[Stored records]
◇ ◇ ◇ ◇ ◇ ◇ ◇
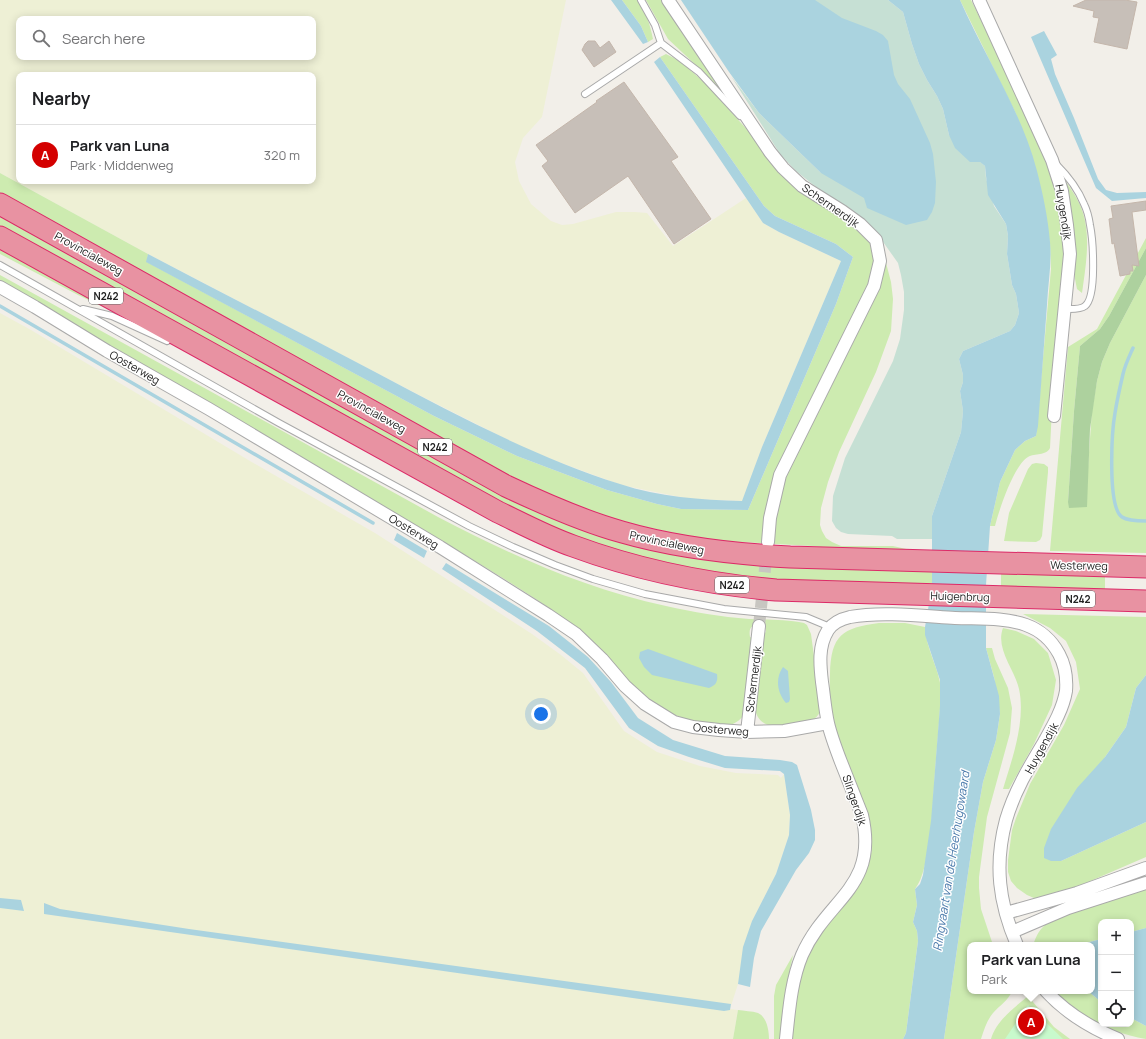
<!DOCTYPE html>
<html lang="en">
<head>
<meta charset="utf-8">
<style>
  :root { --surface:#fff; --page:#f2f2f2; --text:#202124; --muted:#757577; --line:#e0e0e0; --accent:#d40000 }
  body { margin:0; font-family:Manrope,sans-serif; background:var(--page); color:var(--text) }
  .controls { position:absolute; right:12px; bottom:12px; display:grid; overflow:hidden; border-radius:8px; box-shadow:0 2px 10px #0003 }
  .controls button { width:36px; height:36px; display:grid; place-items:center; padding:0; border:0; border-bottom:1px solid var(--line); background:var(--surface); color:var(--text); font:20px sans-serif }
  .you { position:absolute; left:541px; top:714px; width:14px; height:14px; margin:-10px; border:3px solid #fff; border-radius:50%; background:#1a73e8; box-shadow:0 0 0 6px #1a73e833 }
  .badge { display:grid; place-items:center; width:26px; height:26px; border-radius:50%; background:var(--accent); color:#fff; font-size:13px; font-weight:700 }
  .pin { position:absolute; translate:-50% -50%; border:2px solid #fff; box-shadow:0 1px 4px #0006 }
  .popup { position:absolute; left:967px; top:942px; width:128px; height:52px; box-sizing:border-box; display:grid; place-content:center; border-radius:8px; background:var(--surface); filter:drop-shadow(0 1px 3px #0005); font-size:13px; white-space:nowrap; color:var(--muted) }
  .popup b { font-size:15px; color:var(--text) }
  .popup::after { content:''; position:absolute; left:50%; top:100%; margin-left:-8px; border:8px solid transparent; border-top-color:var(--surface) }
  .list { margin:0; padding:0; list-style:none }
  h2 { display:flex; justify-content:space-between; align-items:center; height:52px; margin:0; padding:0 16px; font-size:17px }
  h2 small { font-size:13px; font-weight:400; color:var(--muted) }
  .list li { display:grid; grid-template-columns:26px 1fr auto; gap:12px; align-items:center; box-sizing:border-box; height:60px; padding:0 16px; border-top:1px solid var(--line) }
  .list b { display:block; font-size:15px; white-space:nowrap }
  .list p { margin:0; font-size:13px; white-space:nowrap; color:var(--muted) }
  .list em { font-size:13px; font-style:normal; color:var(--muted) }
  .icon { flex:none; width:22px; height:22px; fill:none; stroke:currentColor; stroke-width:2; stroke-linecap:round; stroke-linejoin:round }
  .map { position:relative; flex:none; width:1146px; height:1039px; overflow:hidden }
  .search { position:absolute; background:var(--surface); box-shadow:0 2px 10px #0003; left:16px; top:16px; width:300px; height:44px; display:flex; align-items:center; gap:10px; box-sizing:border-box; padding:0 14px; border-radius:8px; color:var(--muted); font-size:15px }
  .panel { position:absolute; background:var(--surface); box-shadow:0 2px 10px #0003; left:16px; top:72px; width:300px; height:112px; border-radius:8px }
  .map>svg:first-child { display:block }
  .farmland { fill:#eef0d5; fill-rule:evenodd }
  .grass { fill:#cdebb0 }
  .forest { fill:#add19e }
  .wetland { fill:#c6e0d4 }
  .park { fill:#c8facc }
  .water { fill:#aad3df }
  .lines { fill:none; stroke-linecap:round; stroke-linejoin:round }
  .stream { stroke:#aad3df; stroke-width:3.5 }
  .building { fill:#c7bfb8; stroke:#c4b6ab }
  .street-tunnel { stroke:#c8c6c1; stroke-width:12; stroke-dasharray:12 6; stroke-linecap:butt }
  .lane-casing { stroke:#a9a9a9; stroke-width:8 }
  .street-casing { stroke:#a9a9a9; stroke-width:14 }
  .highway-casing { stroke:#dc2a67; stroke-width:23 }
  .lane { stroke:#fff; stroke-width:6 }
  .street { stroke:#fff; stroke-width:12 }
  .highway { stroke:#e892a2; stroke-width:21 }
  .labels { text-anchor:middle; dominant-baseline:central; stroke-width:3; stroke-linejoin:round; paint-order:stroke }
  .shield { fill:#fff; stroke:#646464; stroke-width:1 }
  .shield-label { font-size:10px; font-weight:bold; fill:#222 }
  .street-label { font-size:11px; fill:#222; stroke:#fff }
  .water-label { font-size:12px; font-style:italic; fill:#4a7aab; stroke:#fff }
</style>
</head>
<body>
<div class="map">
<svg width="1146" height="1039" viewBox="0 0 1146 1039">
  <rect width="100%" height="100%" fill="#f2efe9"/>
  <!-- farmland -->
  <path class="farmland" d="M0 0H566L542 117 523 138 515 162 519 181 531 204 551 221 562 225 573 224 616 212H635L647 213 673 246 746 198 763 223 779 232 841 261 762 447 743 501 690 499 621 485 556 461 522 447 423 397 148 254 0 173ZM19 19H313V57H19ZM19 75H313V181H19Z
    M0 313 31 330 250 461 375 533 532 634 561 655 583 673 624 731 657 752 700 766 736 773 778 775 781 778 784 774 790 815 789 835 776 874 752 921 738 984 730 1009 738 1010 733 1039H0Z"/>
  <!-- grass -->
  <path class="grass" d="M622 0H638C646 12 650 24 653 39L648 42 641 26Z
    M646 0H666L741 113 700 69 668 39Z
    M960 0H971L1035 130 1058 193 1066 255 1053 388 1050 448C1046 456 1035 453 1028 457 1014 465 999 510 995 526H990L1000 482 1015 450 1025 441 1036 436 1051 269 1050 243 1016 114Z
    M666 54 680 61 706 84 751 134 865 234 885 259 891 282 893 299 891 331 876 372 839 452 828 482 821 508 820 525 822 531 826 538 832 542 841 546H893L915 551H850L813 546 721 541 682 535 637 525 550 500 0 195V173L148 254 147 262 434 416 517 456 607 490 657 504 681 509 748 510 836 304 853 257 836 244 775 216 764 206 660 57Z
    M1064 179C1070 187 1076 196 1080 205 1092 232 1086 264 1082 293L1077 289 1075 279 1071 230Z
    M0 210 586 527 932 571V586L801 584 667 567 549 529 0 230Z
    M1146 238V248L1109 316 1100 329 1080 346 1074 411 1068 502 1088 467 1092 410 1097 381 1102 362 1110 343 1146 275V553L1050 551 1068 347 1097 329Z
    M0 245 107 306 105 308 78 295 0 254Z
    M0 275 438 517C511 555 585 589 666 606 693 612 721 617 749 619 767 620 786 619 804 623L807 625 811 634 821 708C820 713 818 716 814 719 807 723 776 728 768 725 760 722 756 716 755 708L763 638 766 631 764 625C754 624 748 625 750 637L753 638 744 715C734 728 722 727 708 724 689 720 672 716 655 705 636 692 623 673 608 657 596 643 581 631 565 619 508 579 446 544 385 507 258 431 128 358 0 281Z
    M1036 463 1044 464 1048 467V472L1042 536 1040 540 1036 542 1004 541 1009 513 1028 469 1032 464Z
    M1001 572 1105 574V593L1001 588Z
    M1023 614 1146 617V675L1136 688 1126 727 1105 757 1061 861 1146 822V857L1072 889 1044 899 1034 898 1027 895 1017 888 1011 881 1008 872V860L1012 830 1016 818 1030 784 1064 725 1080 689 1076 662 1066 641 1050 628Z
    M879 623H905L925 627C926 649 939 668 941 689 940 717 937 744 935 772 933 799 931 870 915 889L917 905 913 922 917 931 918 941 906 1033 903 1039H791C795 1010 796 977 810 951 829 913 872 888 872 843 872 829 867 817 863 805 856 782 846 759 838 737 831 717 829 695 830 674 831 635 842 628 879 623Z
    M1003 628 1016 631 1034 639 1048 653 1056 680 1052 705 1034 744 1009 789H1003C1012 759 1026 721 1019 689 1015 670 995 649 1003 628Z
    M986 648H992L995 659 1008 688 1012 708 1010 733 987 817 979 877V888L981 909 993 945H970V991H1012C1008 1001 1000 1005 993 1013 987 1020 984 1030 981 1039H944L974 832 983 782 996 740 1000 714 994 677Z
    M1146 888V928L1131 932V922H1101V939L1078 945H1033C1038 932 1040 928 1052 920Z
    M793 955 790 969 782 1039H774V996L776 985Z
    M1054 991H1088L1101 1002V1024H1131V1018L1146 1026V1039C1112 1033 1078 1017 1054 991Z
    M1028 996 1054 1027 1070 1039H991C996 1021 1014 1008 1028 996Z
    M738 1010C744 1011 752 1011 758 1013 767 1017 769 1031 769 1039H733Z"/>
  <!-- forest -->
  <path class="forest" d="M1146 248V275L1110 343 1102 362 1097 381 1090 429 1087 507 1069 508 1068 502 1074 411 1080 346 1100 329 1109 316Z"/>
  <!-- wetland -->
  <path class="wetland" d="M765 0H888L903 12 912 44 919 64 927 80 937 96 943 109 949 135 985 166 986 178 994 206 1006 224 1008 236 1007 254 1012 285 1016 294 1019 313 1015 325 1010 331 963 351 959 359 963 375V382L960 391 963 411 961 432 932 516V539H897L892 536 848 534 841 532 836 528 832 521 833 496 845 458 893 361 900 339 904 310V292L901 275 898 263 881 239 868 225 811 183 796 171 780 154 731 76 759 113 821 173Z"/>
  <!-- park -->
  <path class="park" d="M1028 1005 1063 1039H1005Z"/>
  <!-- water -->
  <path class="water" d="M611 0H622L641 26 648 42 643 44Z
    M681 0H815L842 18 876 31 883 35 888 41 894 75 898 84 910 99 930 143 933 154 936 182 935 203 932 212 927 220 906 225 867 208 864 198 821 173 759 113 729 72Z
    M888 0H960C985 57 1021 110 1037 171 1043 194 1048 218 1050 242 1052 263 1048 284 1047 305 1044 345 1041 386 1038 426L1036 436 1025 441 1015 450 1000 482 990 526 986 585V648L999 696 1000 714 996 740 983 782 974 832 944 1039H903L906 1033 918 941 917 931 913 922 917 905 915 889 920 884 923 875 931 821 940 706V680L925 635V627L932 586V516L961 432 963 411 960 391 963 382V375L959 359 963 351 1010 331 1015 325 1019 313 1016 294 1012 285 1007 254 1008 236 1006 224 988 195 985 166 980 162H970L955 148 949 135 943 109 937 96 927 80 919 64 912 44 903 12Z
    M1044 31 1057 55 1051 59 1055 74 1074 118 1098 179 1106 190 1117 193 1146 192V198L1112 201 1096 188 1031 37Z
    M660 57 764 206 775 216 836 244 853 257 836 304 748 510 681 509 657 504 607 490 517 456 434 416 146 262 148 254C224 294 301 333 377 373 456 415 535 457 620 484 659 497 701 500 742 501L762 447 841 261 779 232 763 223 654 62Z
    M397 533 427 551 424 558 394 540Z
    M446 563 549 626 588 657 611 682 638 718 673 740 725 756 780 760 792 762 797 765 811 810 815 830V840L809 853 796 870 761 931 754 958 750 987 738 984 743 947 752 921 776 874 789 835 790 815 784 774 780 771 725 768 689 757 658 746 629 728 585 668 537 631 442 569Z
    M648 649 717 674C718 682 716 685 709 688L652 675 644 667 639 658 640 652Z
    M783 667 788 671 790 699 789 702 786 703C777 693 775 678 783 667Z
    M1146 675V822L1061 861H1051L1044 858V848L1051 829 1077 788 1105 757 1126 727 1136 688Z
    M0 898 21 900 24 911 0 908Z
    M44 903 60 909 189 929 731 1004 730 1010 724 1011 44 914Z
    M1146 928V1026L1131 1018V932Z
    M1101 939V1002L1088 991H1092V945H1078Z"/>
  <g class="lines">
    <!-- stream -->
    <path class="stream" d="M0 306 373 523
      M1133 348C1129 357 1125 365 1123 374 1120 387 1117 400 1115 413 1112 430 1107 507 1122 517 1128 521 1139 521 1146 521"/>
  </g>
  <!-- building -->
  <path class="building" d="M1086 0H1125L1137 2 1127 49 1094 42 1099 18 1093 17 1094 11 1073 6Z
    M588 41H595L600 48 609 41 616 52 594 67 582 50 585 44Z
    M624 82 678 157 671 161 711 219 674 244 628 176 575 213 542 166 548 161 536 145 597 102 596 101Z
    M1146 201V210L1132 212 1139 266 1132 265 1133 271H1130V274L1120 276 1114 243 1112 244 1109 219 1113 218 1111 206Z"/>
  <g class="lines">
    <!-- street-tunnel -->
    <path class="street-tunnel" d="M759 626 767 550"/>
    <!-- lane casing -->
    <g class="lane-casing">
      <path id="lane" d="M641 0 655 25 661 43
        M585 94 661 43 699 72 740 116
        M1056 164C1067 175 1078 189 1084 204 1087 210 1089 218 1090 225 1093 240 1097 297 1085 306 1080 310 1070 309 1064 309
        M0 265 279 423 469 526 513 547 555 565 593 579 645 594 724 609 806 617 830 627
        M83 309 112 316 167 341"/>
    </g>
    <!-- street casing -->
    <g class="street-casing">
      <path id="street" d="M668 0 770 152 783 168 802 186 842 211 860 224 876 240 880 261 874 286 780 475 770 518 768 542
        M979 0 1052 160 1062 191 1067 225 1070 254 1054 416
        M0 287 35 307 107 351 209 409 440 547 548 615 576 634 602 659 625 686 645 704 674 722 693 727 719 730 747 732 784 731 828 723
        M747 732 759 626
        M1006 913 1077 893 1146 868
        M1012 932 1068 908 1146 883
        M1046 991C1066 1013 1091 1028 1118 1039
        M786 1039C789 1011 791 981 802 955 827 898 879 888 862 815 855 797 848 780 841 762 836 749 831 736 828 723 825 710 824 695 822 682 820 665 818 646 828 630 833 623 841 619 850 617 881 611 923 616 955 618 978 619 1004 617 1026 625 1040 630 1052 641 1059 654 1065 665 1067 678 1066 691 1063 709 1053 726 1044 742 1029 767 1014 792 1006 820 994 865 999 903 1017 945"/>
    </g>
    <!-- highway casing -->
    <g class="highway-casing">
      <path id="highway" d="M0 204 506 486C544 504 582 521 622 532 677 548 733 554 790 557L1146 567
        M0 237 498 512C523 524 547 537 573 546 638 570 707 584 776 590L1146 601"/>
    </g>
    <!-- lane -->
    <use href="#lane" class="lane"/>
    <!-- street -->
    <use href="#street" class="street"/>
    <!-- highway -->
    <use href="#highway" class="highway"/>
  </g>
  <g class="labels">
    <!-- shield labels -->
    <g class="shield">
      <rect x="89" y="288" width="34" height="16" rx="3"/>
      <rect x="418" y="439" width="34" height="16" rx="3"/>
      <rect x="715" y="577" width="34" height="16" rx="3"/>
      <rect x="1061" y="591" width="34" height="16" rx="3"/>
    </g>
    <g class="shield-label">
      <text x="106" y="296">N242</text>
      <text x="435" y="447">N242</text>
      <text x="732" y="585">N242</text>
      <text x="1078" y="599">N242</text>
    </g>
    <!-- street labels -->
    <g class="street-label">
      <text transform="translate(831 205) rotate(35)">Schermerdijk</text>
      <text transform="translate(1064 212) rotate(81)">Huygendijk</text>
      <text transform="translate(89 253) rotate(29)">Provincialeweg</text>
      <text transform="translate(135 367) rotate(30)">Oosterweg</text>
      <text transform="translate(372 411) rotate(29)">Provincialeweg</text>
      <text transform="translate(414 531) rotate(31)">Oosterweg</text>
      <text transform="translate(667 542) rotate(12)">Provincialeweg</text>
      <text transform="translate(1079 565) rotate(1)">Westerweg</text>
      <text transform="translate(960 596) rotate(2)">Huigenbrug</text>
      <text transform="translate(753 679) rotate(-83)">Schermerdijk</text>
      <text transform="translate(721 729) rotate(5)">Oosterweg</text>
      <text transform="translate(1041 748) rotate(-61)">Huygendijk</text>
      <text transform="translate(855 800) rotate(71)">Slingerdijk</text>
    </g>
    <!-- water labels -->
    <g class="water-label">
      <text transform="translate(951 861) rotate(-81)">Ringvaart van de Heerhugowaard</text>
    </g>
  </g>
</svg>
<div class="controls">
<button>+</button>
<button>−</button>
<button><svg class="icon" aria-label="locate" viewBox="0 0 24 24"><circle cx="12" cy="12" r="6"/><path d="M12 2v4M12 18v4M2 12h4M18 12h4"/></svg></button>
</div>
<div class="you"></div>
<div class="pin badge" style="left:1031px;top:1022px">A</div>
<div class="popup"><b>Park van Luna</b>Park</div>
<div class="search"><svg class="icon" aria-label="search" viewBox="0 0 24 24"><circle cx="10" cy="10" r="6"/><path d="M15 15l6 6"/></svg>Search here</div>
<section class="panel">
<h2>Nearby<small></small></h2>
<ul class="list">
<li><span class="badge">A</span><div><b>Park van Luna</b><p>Park · Middenweg</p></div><em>320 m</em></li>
</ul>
</section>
</div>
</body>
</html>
◇ ◇ ◇ ◇ ◇ ◇ ◇
Transcribe exactly, please, the lines between the start of the records above and the line holding "position:absolute; translate:-50% -50%;", counting both of those lines and omitting pictures.

— Solution for this problem —
<!DOCTYPE html>
<html lang="en">
<head>
<meta charset="utf-8">
<style>
  :root { --surface:#fff; --page:#f2f2f2; --text:#202124; --muted:#757577; --line:#e0e0e0; --accent:#d40000 }
  body { margin:0; font-family:Manrope,sans-serif; background:var(--page); color:var(--text) }
  .controls { position:absolute; right:12px; bottom:12px; display:grid; overflow:hidden; border-radius:8px; box-shadow:0 2px 10px #0003 }
  .controls button { width:36px; height:36px; display:grid; place-items:center; padding:0; border:0; border-bottom:1px solid var(--line); background:var(--surface); color:var(--text); font:20px sans-serif }
  .you { position:absolute; left:541px; top:714px; width:14px; height:14px; margin:-10px; border:3px solid #fff; border-radius:50%; background:#1a73e8; box-shadow:0 0 0 6px #1a73e833 }
  .badge { display:grid; place-items:center; width:26px; height:26px; border-radius:50%; background:var(--accent); color:#fff; font-size:13px; font-weight:700 }
  .pin { position:absolute; translate:-50% -50%; border:2px solid #fff; box-shadow:0 1px 4px #0006 }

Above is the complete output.